Hybrid Search
By using full-text search, you can retrieve documents based on exact keywords. By using vector search, you can retrieve documents based on semantic similarity. Can we combine these two search methods to improve the retrieval quality and handle more scenarios? Yes, this approach is known as hybrid search and is commonly used in AI applications.
A general workflow of hybrid search in TiDB is as follows:
- Use TiDB for full-text search and vector search.
- Use a reranker to combine the results from both searches.
This tutorial demonstrates how to use hybrid search in TiDB with the pytidb Python SDK, which provides built-in support for embedding and reranking. Using pytidb is completely optional — you can perform a search using SQL directly and use your own reranking model as you like.
Prerequisites
Full-text search is still in the early stages, and we are continuously rolling it out to more customers. Currently, full-text search is only available on TiDB Cloud Starter and TiDB Cloud Essential in the following regions:
- AWS:
Frankfurt (eu-central-1)andSingapore (ap-southeast-1)
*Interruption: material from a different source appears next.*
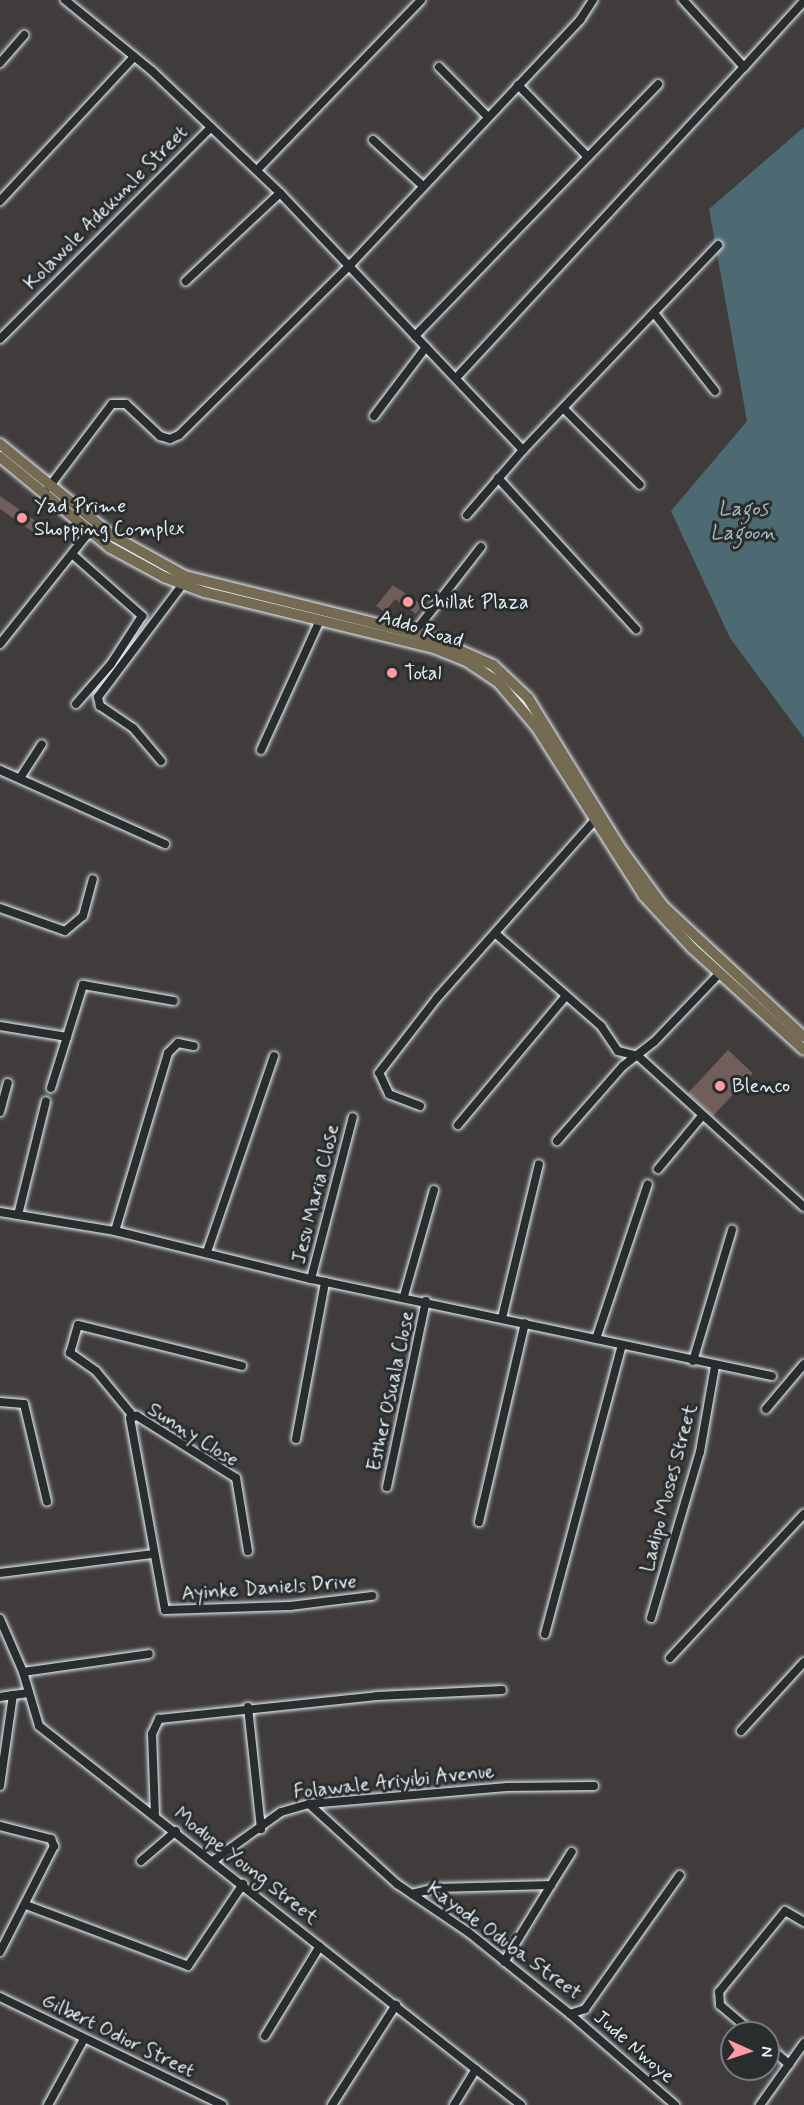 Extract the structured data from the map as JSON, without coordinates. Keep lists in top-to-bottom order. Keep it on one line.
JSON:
{"streets":{"main road":["Addo Road"],"street":["Kolawole Adekunle Street","Jesu Maria Close","Esther Osuala Close","Sunny Close","Ladipo Moses Street","Ayinke Daniels Drive","Folawale Ariyibi Avenue","Modupe Young Street","Kayode Oduba Street","Gilbert Odior Street","Jude Nwoye"]},"crossings":[["Sunny Close","Ayinke Daniels Drive"],["Folawale Ariyibi Avenue","Modupe Young Street"],["Folawale Ariyibi Avenue","Kayode Oduba Street"],["Kayode Oduba Street","Jude Nwoye"]],"water":["Lagos Lagoon"],"places":["Yad Prime Shopping Complex","Chillat Plaza","Total","Blenco"],"north":"right"}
To complete this tutorial, make sure you have a TiDB Cloud Starter cluster in a supported region. If you don't have one, follow Creating a TiDB Cloud Starter cluster to create it.
Get started
Step 1. Install the pytidb Python SDK
pip install "pytidb[models]"
# (Alternative) If you don't want to use built-in embedding functions and rerankers:
# pip install pytidb
# (Optional) To convert query results to pandas DataFrame:
# pip install pandas
Step 2. Connect to TiDB
from pytidb import TiDBClient
db = TiDBClient.connect(
host="HOST_HERE",
port=4000,
username="USERNAME_HERE",
password="PASSWORD_HERE",
database="DATABASE_HERE",
)
You can get these connection parameters from the TiDB Cloud console as follows:
Navigate to the Clusters page, and then click the name of your target cluster to go to its overview page.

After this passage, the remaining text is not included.